Cheatum wonders, “I don’t know why we’re continuing to have that place (Kansas City Plant) open. Mass transit, health care, weatherization each create more jobs than defense contractors. They’ve got the government by the nose.”
Despite the lack of serious news coverage or meaningful support from the area’s congressional delegation, peace advocates believe the majority of the public supports their efforts. Long-time peace activist Mike Murphy, who faithfully attends the weekly anti-Iraq War demonstrations on the Plaza and along Ward Parkway, said the majority of those who react to the demonstrations are supportive.
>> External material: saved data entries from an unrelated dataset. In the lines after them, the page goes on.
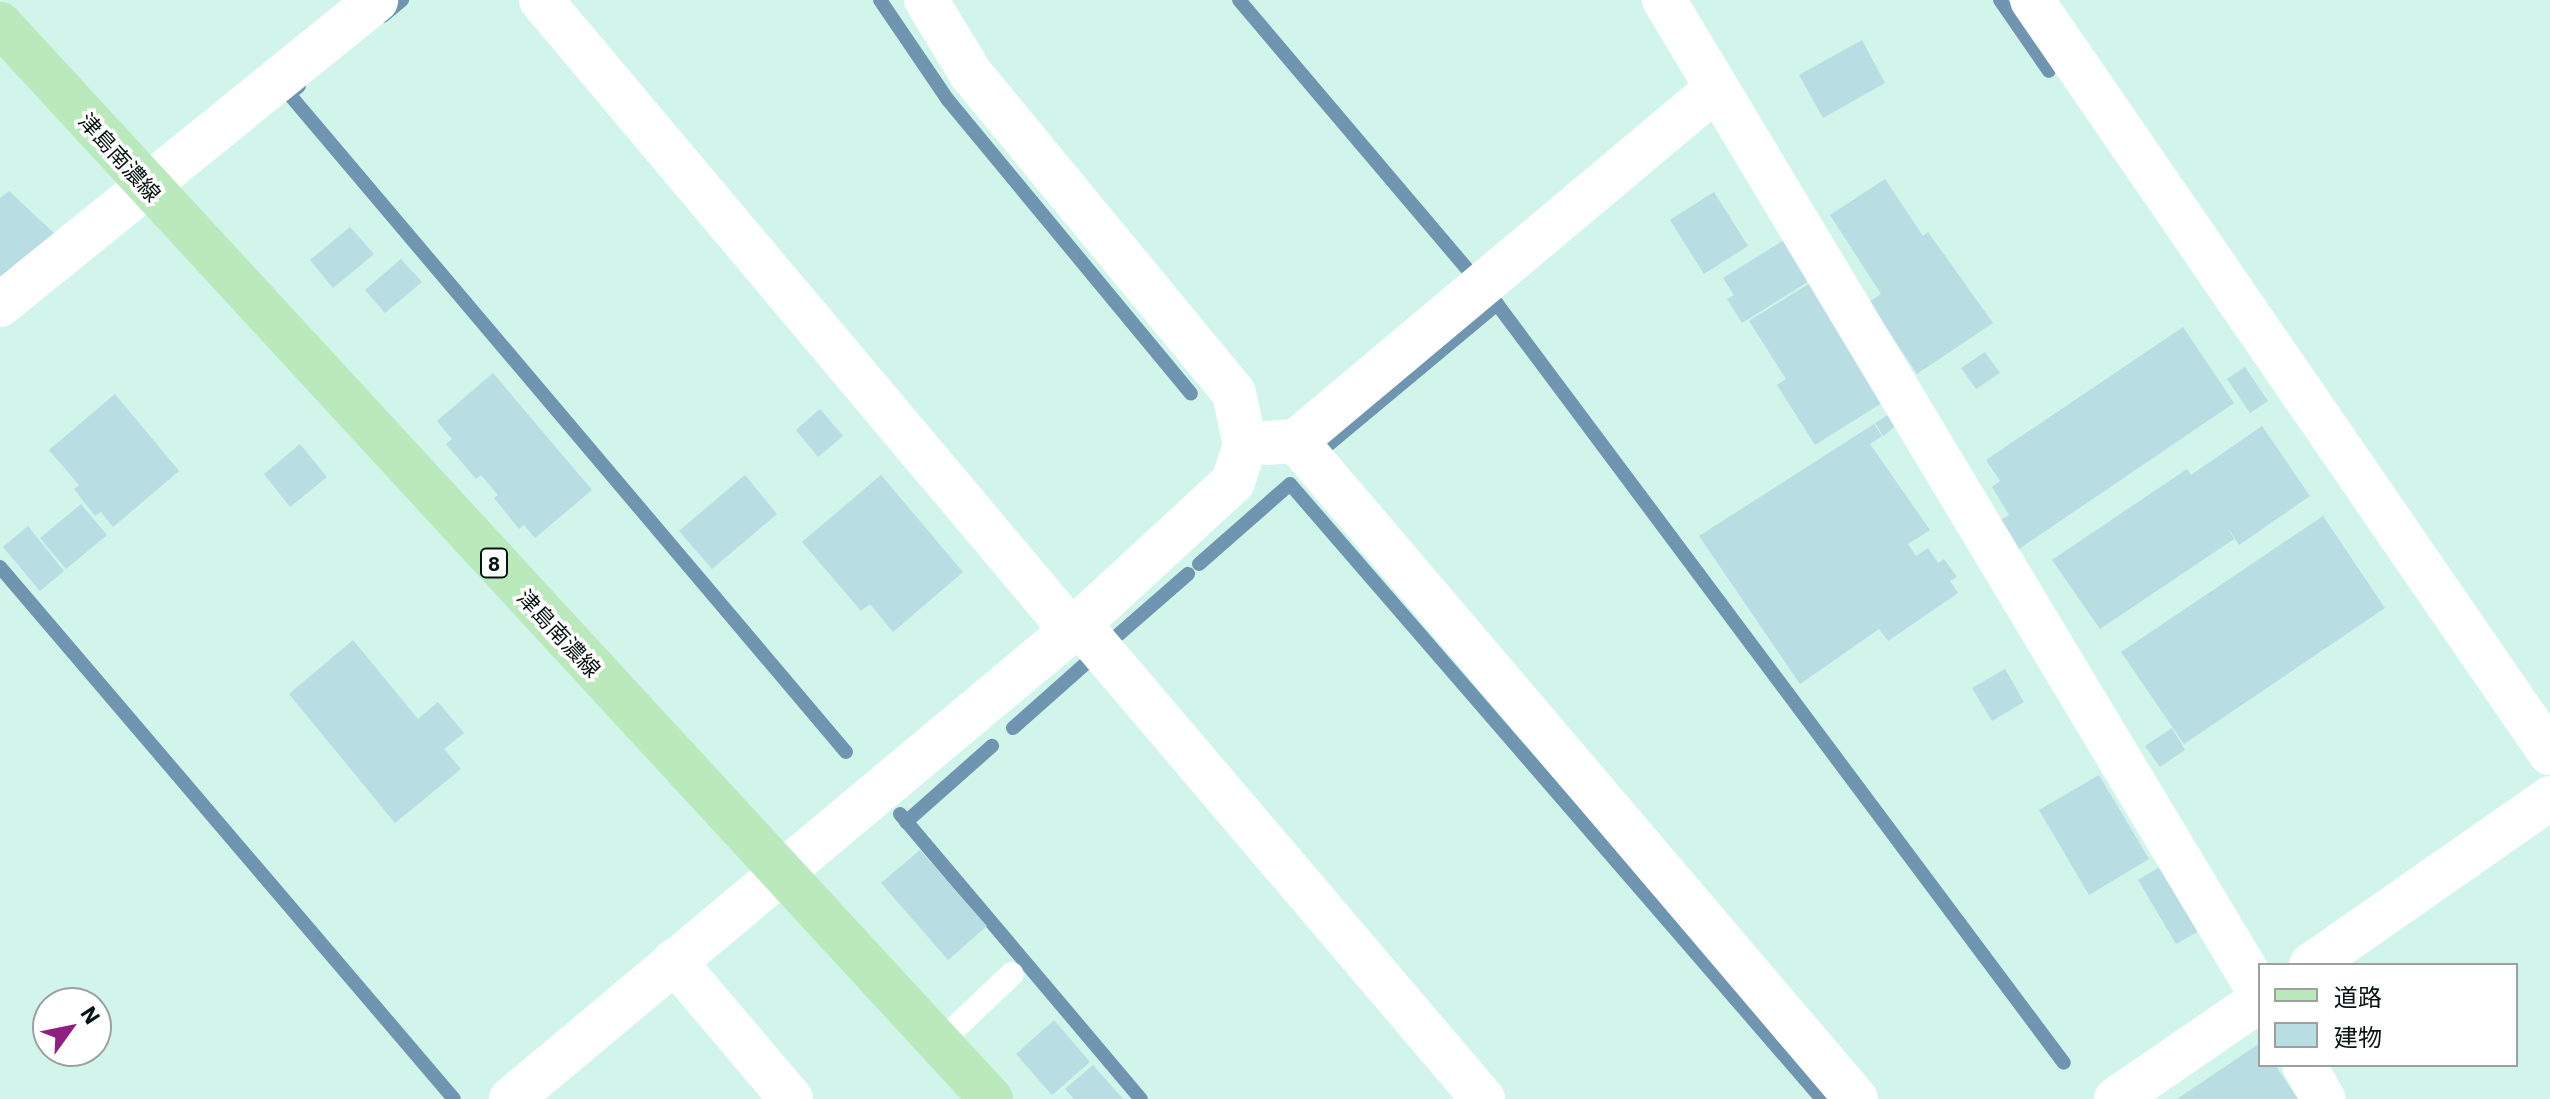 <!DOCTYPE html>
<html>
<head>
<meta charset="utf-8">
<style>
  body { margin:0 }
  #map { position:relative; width:2550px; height:1099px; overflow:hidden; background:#d1f5eb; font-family:"IBM Plex Sans","Noto Sans JP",sans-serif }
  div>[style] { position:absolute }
  .stream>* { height:14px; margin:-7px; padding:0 7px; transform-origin:7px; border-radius:7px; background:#6f95b0 }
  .building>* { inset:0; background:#b8dde2 }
  .service>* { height:24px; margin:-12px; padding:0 12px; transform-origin:12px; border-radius:12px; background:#fff }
  .minor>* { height:44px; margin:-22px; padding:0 22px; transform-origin:22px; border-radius:22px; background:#fff }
  .tertiary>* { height:44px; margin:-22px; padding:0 22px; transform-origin:22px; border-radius:22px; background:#fff }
  .primary>* { height:44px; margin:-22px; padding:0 22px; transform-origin:22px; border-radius:22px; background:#bae9bc }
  span { translate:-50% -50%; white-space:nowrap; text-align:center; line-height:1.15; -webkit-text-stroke:7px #fff; paint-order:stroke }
  .shield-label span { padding:2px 6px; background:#fff; border:2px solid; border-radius:6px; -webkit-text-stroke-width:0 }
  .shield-label { font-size:20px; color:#081512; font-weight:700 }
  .street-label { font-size:22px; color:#081512 }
  .legend { position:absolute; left:2258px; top:963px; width:260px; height:104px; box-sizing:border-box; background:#fff; border:2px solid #9ca1a0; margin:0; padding:10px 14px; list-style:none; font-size:24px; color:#081512 }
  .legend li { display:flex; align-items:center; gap:16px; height:40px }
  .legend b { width:40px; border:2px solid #9ca1a0 }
  .north { position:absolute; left:32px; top:987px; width:80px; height:80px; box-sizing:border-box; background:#fff; border:2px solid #9ca1a0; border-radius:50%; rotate:57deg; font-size:22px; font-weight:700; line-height:32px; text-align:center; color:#081512 }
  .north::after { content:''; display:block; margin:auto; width:28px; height:36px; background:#8f1f82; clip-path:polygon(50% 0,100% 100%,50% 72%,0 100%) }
</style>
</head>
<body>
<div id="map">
  <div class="stream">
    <div style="left:880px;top:0;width:121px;rotate:55.8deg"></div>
    <div style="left:948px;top:100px;width:381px;rotate:50.4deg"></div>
    <div style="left:1239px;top:0;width:357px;rotate:49.7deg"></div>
    <div style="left:2000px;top:0;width:86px;rotate:55.4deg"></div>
    <div style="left:383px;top:16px;width:25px;rotate:-40deg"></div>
    <div style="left:299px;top:86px;width:13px;rotate:141deg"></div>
    <div style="left:289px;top:94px;width:862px;rotate:49.75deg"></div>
    <div style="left:1329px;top:444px;width:219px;rotate:-39.8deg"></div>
    <div style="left:1497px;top:304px;width:947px;rotate:53.24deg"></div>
    <div style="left:1199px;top:564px;width:121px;rotate:-41.3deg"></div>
    <div style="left:1290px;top:484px;width:813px;rotate:49.14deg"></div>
    <div style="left:0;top:567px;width:699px;rotate:49.52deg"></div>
    <div style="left:1118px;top:635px;width:93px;rotate:-41.1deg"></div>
    <div style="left:1013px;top:728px;width:95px;rotate:-41.6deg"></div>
    <div style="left:900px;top:814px;width:373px;rotate:49.8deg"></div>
    <div style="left:906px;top:822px;width:115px;rotate:-41.5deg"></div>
  </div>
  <div class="building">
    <div style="clip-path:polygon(1862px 40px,1885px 83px,1823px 118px,1799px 75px)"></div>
    <div style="clip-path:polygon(1885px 179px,1923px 236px,1928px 232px,1993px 323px,1917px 374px,1869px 302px,1881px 294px,1830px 215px)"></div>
    <div style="clip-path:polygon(9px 191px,55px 234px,0 280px,0 198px)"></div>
    <div style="clip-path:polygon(1714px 192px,1748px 246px,1704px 274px,1670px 220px)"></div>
    <div style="clip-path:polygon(350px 227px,374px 254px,333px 288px,310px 260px)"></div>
    <div style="clip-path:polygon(1784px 240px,1809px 281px,1742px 323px,1727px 299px,1734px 295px,1723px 278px)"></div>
    <div style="clip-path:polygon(401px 259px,422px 282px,385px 313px,365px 290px)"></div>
    <div style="clip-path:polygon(1810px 283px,1885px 401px,1815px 445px,1777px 385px,1786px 379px,1749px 321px)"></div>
    <div style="clip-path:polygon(2183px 327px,2234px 403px,2019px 549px,1999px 521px,2009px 515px,1992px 487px,2000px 481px,1986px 460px)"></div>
    <div style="clip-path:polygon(1985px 352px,2000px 373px,1976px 389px,1961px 368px)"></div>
    <div style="clip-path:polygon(2245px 367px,2268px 401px,2250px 413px,2227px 379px)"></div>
    <div style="clip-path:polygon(493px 373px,592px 490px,535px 538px,524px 525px,519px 529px,494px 498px,498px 495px,481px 475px,476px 479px,446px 444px,452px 439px,437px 421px)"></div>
    <div style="clip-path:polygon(115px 394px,179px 471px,113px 527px,101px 512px,95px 516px,74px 489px,79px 485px,49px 450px)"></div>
    <div style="clip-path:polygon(820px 409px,843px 436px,818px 457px,796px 430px)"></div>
    <div style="clip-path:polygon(1892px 412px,1900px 423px,1883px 436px,1875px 423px)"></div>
    <div style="clip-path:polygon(1874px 424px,1882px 436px,1870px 444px,1930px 530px,1908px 544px,1916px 556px,1928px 548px,1938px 563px,1944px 559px,1957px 577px,1950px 581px,1958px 593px,1888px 641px,1879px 629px,1800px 684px,1699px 536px)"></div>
    <div style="clip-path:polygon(2262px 426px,2310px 496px,2239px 545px,2226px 525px,2234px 539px,2100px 629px,2052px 560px,2187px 469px,2191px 475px)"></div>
    <div style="clip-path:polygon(300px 444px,327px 477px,290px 507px,264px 474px)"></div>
    <div style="clip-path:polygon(745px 475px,777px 514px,712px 569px,679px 531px)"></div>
    <div style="clip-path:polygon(881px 475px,963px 572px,893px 632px,870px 604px,861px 611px,802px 542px)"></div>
    <div style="clip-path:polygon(81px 504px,107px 535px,66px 569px,40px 538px)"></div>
    <div style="clip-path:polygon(2323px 516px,2385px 608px,2184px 744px,2121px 652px)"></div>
    <div style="clip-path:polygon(28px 526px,64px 571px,40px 591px,3px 547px)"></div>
    <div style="clip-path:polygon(353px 640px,418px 719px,438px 702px,464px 733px,444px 749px,461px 769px,395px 823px,289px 694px)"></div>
    <div style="clip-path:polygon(2005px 669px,2024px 702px,1992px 721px,1972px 688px)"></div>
    <div style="clip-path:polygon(2172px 728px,2185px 750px,2160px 767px,2145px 746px)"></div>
    <div style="clip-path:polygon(2099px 775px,2149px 859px,2089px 895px,2039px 810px)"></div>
    <div style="clip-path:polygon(920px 850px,987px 926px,948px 960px,881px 883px)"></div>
    <div style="clip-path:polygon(2166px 863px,2204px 928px,2176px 944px,2138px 880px)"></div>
    <div style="clip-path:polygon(1054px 1020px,1090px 1062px,1052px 1095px,1016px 1054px)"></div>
    <div style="clip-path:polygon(2260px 1043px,2260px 1065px,2275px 1065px,2298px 1099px,2177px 1099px)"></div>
    <div style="clip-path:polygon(1093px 1065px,1123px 1099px,1074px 1099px,1065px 1089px)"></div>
  </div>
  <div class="service">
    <div style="left:939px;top:1043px;width:100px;rotate:-43.4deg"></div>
  </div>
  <div class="minor">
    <div style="left:541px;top:0;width:823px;rotate:49.93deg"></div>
    <div style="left:1664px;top:0;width:1158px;rotate:59.03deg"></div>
    <div style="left:2032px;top:0;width:914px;rotate:55.48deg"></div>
    <div style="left:0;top:305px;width:484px;rotate:-39deg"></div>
    <div style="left:1296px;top:441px;width:864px;rotate:49.6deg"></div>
    <div style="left:1267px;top:443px;width:29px;rotate:-4deg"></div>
    <div style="left:1296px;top:441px;width:548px;rotate:-39.97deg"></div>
    <div style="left:1079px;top:624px;width:624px;rotate:49.62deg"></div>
    <div style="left:674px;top:961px;width:181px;rotate:49.7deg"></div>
    <div style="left:2311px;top:965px;width:292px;rotate:-34.9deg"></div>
    <div style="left:2304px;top:1065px;width:39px;rotate:60deg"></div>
    <div style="left:2116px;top:1099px;width:175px;rotate:-34.5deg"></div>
  </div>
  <div class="tertiary">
    <div style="left:511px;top:1099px;width:740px;rotate:-39.9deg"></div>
    <div style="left:1079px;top:624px;width:209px;rotate:-42.7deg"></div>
    <div style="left:1233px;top:482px;width:39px;rotate:-72deg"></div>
    <div style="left:1245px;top:445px;width:53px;rotate:-101.9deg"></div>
    <div style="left:1234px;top:393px;width:413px;rotate:-129.5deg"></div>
    <div style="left:971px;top:74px;width:87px;rotate:-121.3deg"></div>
  </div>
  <div class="primary">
    <div style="left:0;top:24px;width:1462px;rotate:47.33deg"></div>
  </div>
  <div class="shield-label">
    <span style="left:494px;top:563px">8</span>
  </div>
  <div class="street-label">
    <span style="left:120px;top:157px;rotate:48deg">津島南濃線</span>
    <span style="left:559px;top:633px;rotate:47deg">津島南濃線</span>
  </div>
  <ul class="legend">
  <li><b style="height:10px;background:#bae9bc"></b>道路</li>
  <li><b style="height:22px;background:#b8dde2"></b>建物</li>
  </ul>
  <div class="north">N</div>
</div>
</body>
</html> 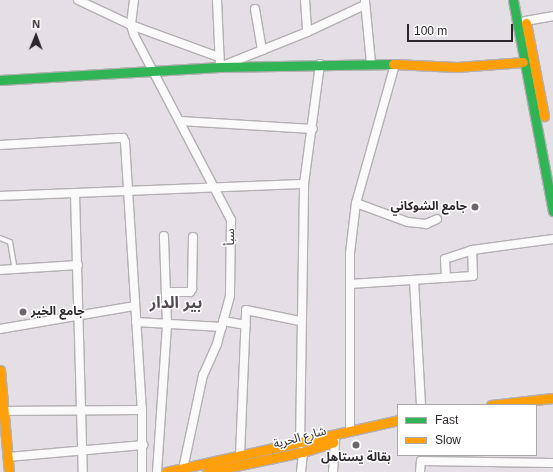 <!DOCTYPE html>
<meta charset="utf-8">
<style>
body{margin:0}
#map{position:relative;width:553px;height:472px;overflow:hidden;background:#e4dfe4;font-family:Arial,"Noto Sans Arabic",sans-serif}
div>[style]{position:absolute}
.roads{filter:drop-shadow(1px 0 #b3afb2) drop-shadow(-1px 0 #b3afb2) drop-shadow(0 1px #b3afb2) drop-shadow(0 -1px #b3afb2)}
.lane>*{height:4px;margin:-2px;padding:0 2px;transform-origin:2px;border-radius:2px;background:#fbfafb}
.street>*{height:8px;margin:-4px;padding:0 4px;transform-origin:4px;border-radius:4px;background:#fbfafb}
.fast>*{height:9px;margin:-4.5px;padding:0 4.5px;transform-origin:4.5px;border-radius:4.5px;background:#30b455}
.slow>*{height:9px;margin:-4.5px;padding:0 4.5px;transform-origin:4.5px;border-radius:4.5px;background:#ff9f0a}
.dots>*{width:11px;height:11px;translate:-50% -50%;box-sizing:border-box;border:2px solid #fff;border-radius:50%}
span{translate:-50% -50%;white-space:nowrap;text-align:center;line-height:1.15;-webkit-text-stroke:3px #fff;paint-order:stroke}
.poi-label{font-size:12px;color:#2c272b;font-weight:700}
.right{translate:-100% -50%;text-align:right}
.left{translate:0 -50%;text-align:left}
.street-label{font-size:12px;color:#2c272b}
.district-label{font-size:16px;color:#514850;font-weight:700}
.legend{position:absolute;left:397px;top:404px;width:140px;height:52px;box-sizing:border-box;background:#fff;border:1px solid #aba9aa;margin:0;padding:5px 7px;list-style:none;font-size:12px;color:#2c272b}
.legend li{display:flex;align-items:center;gap:8px;height:20px}
.legend b{width:20px;border:1px solid #aba9aa}
.north{position:absolute;left:16px;top:16px;width:40px;height:40px;-webkit-text-stroke:3px #fff;paint-order:stroke;rotate:1deg;font-size:11px;font-weight:700;line-height:16px;text-align:center;color:#2c272b}
.north::after{content:'';display:block;margin:auto;width:14px;height:18px;background:#2c272b;clip-path:polygon(50% 0,100% 100%,50% 72%,0 100%)}
.scale{position:absolute;left:407px;top:24px;width:106px;height:18px;box-sizing:border-box;border:2px solid #2c272b;border-top:0;padding-left:5px;font-size:12px;line-height:14px;white-space:nowrap;color:#2c272b;-webkit-text-stroke:3px #fff;paint-order:stroke}
</style>
<div id="map">
<div class="roads">
<div class="lane">
<i style="left:0;top:238px;width:11px;rotate:22deg"></i>
<i style="left:10px;top:242px;width:27px;rotate:80deg"></i>
</div>
<div class="street">
<i style="left:78px;top:0;width:59px;rotate:25.3deg"></i>
<i style="left:131px;top:25px;width:94px;rotate:20deg"></i>
<i style="left:134px;top:0;width:25px;rotate:97deg"></i>
<i style="left:131px;top:25px;width:10px;rotate:73deg"></i>
<i style="left:134px;top:35px;width:209px;rotate:62.3deg"></i>
<i style="left:231px;top:220px;width:76px;rotate:90.8deg"></i>
<i style="left:230px;top:296px;width:50px;rotate:105.2deg"></i>
<i style="left:217px;top:344px;width:34px;rotate:114deg"></i>
<i style="left:203px;top:375px;width:96px;rotate:102deg"></i>
<i style="left:217px;top:0;width:67px;rotate:87.4deg"></i>
<i style="left:220px;top:67px;width:94px;rotate:-21.9deg"></i>
<i style="left:307px;top:32px;width:64px;rotate:-25deg"></i>
<i style="left:305px;top:0;width:32px;rotate:86deg"></i>
<i style="left:365px;top:1px;width:62px;rotate:84.5deg"></i>
<i style="left:255px;top:9px;width:42px;rotate:80.3deg"></i>
<i style="left:525px;top:21px;width:28px;rotate:-10deg"></i>
<i style="left:180px;top:121px;width:133px;rotate:3.4deg"></i>
<i style="left:0;top:145px;width:118px;rotate:-3.4deg"></i>
<i style="left:118px;top:138px;width:5px"></i>
<i style="left:123px;top:138px;width:4px;rotate:63deg"></i>
<i style="left:125px;top:142px;width:269px;rotate:86.4deg"></i>
<i style="left:142px;top:410px;width:62px;rotate:90deg"></i>
<i style="left:75px;top:194px;width:278px;rotate:88.4deg"></i>
<i style="left:0;top:196px;width:304px;rotate:-2.3deg"></i>
<i style="left:356px;top:203px;width:55px;rotate:20.1deg"></i>
<i style="left:408px;top:222px;width:18px;rotate:6deg"></i>
<i style="left:426px;top:224px;width:12px;rotate:-24deg"></i>
<i style="left:0;top:270px;width:78px;rotate:-3.7deg"></i>
<i style="left:446px;top:278px;width:19px;rotate:-93deg"></i>
<i style="left:445px;top:259px;width:28px;rotate:-18deg"></i>
<i style="left:472px;top:250px;width:82px;rotate:-7.7deg"></i>
<i style="left:414px;top:280px;width:125px;rotate:86.8deg"></i>
<i style="left:350px;top:284px;width:123px;rotate:-3.7deg"></i>
<i style="left:473px;top:276px;width:26px;rotate:-92deg"></i>
<i style="left:166px;top:292px;width:24px"></i>
<i style="left:190px;top:292px;width:4px;rotate:-56deg"></i>
<i style="left:192px;top:289px;width:52px;rotate:-88.9deg"></i>
<i style="left:223px;top:321px;width:23px;rotate:10deg"></i>
<i style="left:136px;top:322px;width:86px;rotate:3.3deg"></i>
<i style="left:0;top:329px;width:137px;rotate:-9.7deg"></i>
<i style="left:0;top:411px;width:142px;rotate:-0.4deg"></i>
<i style="left:350px;top:430px;width:177px;rotate:-90deg"></i>
<i style="left:350px;top:253px;width:50px;rotate:-83.2deg"></i>
<i style="left:356px;top:203px;width:144px;rotate:-74.3deg"></i>
<i style="left:300px;top:444px;width:260px;rotate:-89.1deg"></i>
<i style="left:304px;top:184px;width:121px;rotate:-82.4deg"></i>
<i style="left:240px;top:456px;width:146px;rotate:-87.6deg"></i>
<i style="left:246px;top:310px;width:55px;rotate:11.5deg"></i>
<i style="left:8px;top:457px;width:136px;rotate:-5.1deg"></i>
<i style="left:157px;top:472px;width:148px;rotate:-86.1deg"></i>
<i style="left:167px;top:324px;width:88px;rotate:-92deg"></i>
<i style="left:301px;top:472px;width:20px;rotate:-84deg"></i>
<i style="left:333px;top:472px;width:31px;rotate:-86deg"></i>
<i style="left:420px;top:472px;width:11px;rotate:-85deg"></i>
<i style="left:421px;top:461px;width:132px;rotate:0.9deg"></i>
</div>
<div class="fast">
<i style="left:513px;top:0;width:215px;rotate:79.3deg"></i>
<i style="left:0;top:80px;width:220px;rotate:-3.4deg"></i>
<i style="left:220px;top:67px;width:173px;rotate:-1deg"></i>
</div>
<div class="slow">
<i style="left:526px;top:23px;width:95px;rotate:79deg"></i>
<i style="left:393px;top:64px;width:64px;rotate:2.7deg"></i>
<i style="left:457px;top:67px;width:66px;rotate:-4.3deg"></i>
<i style="left:0;top:370px;width:102px;rotate:85deg"></i>
<i style="left:491px;top:405px;width:62px;rotate:-6.4deg"></i>
<i style="left:166px;top:472px;width:238px;rotate:-12.6deg"></i>
<i style="left:207px;top:472px;width:98px;rotate:-11.8deg"></i>
<i style="left:303px;top:452px;width:32px;rotate:-18deg"></i>
</div>
</div>
<div class="dots">
<i style="left:475px;top:207px;background:#6c676c"></i>
<i style="left:23px;top:312px;background:#6c676c"></i>
<i style="left:356px;top:445px;background:#6c676c"></i>
</div>
<div class="poi-label">
<span class="right" style="left:467px;top:207px">جامع الشوكاني</span>
<span class="left" style="left:31px;top:312px">جامع الخير</span>
<span style="left:356px;top:458px">بقالة يستاهل</span>
</div>
<div class="street-label">
<span style="left:231px;top:237px;rotate:-89deg">سبأ</span>
<span style="left:300px;top:438px;rotate:-15deg">شارع الحرية</span>
</div>
<div class="district-label">
<span style="left:176px;top:303px">بير الدار</span>
</div>
<ul class="legend">
<li><b style="height:5px;background:#30b455"></b>Fast</li>
<li><b style="height:5px;background:#ff9f0a"></b>Slow</li>
</ul>
<div class="north">N</div>
<div class="scale">100 m</div>
</div>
With a smile, both him and Cheatum do admit that some individuals are “digitally challenged” in only using only one finger when trying to give the peace sign.
“Many opponents aren’t thinking about the it (the Iraq War), and here you are reminding them about it,” said Murphy.
That and going to court seem to the best tactics being used by peace advocates working on an overall strategy of lessening the need for war.
“Economic development is reported on every day,” said Suellentrop. “The peace movement has to fight for media attention. Media likes protesters.”
Yes they do. Too bad the media doesn’t report as well on facts behind why people are protesting.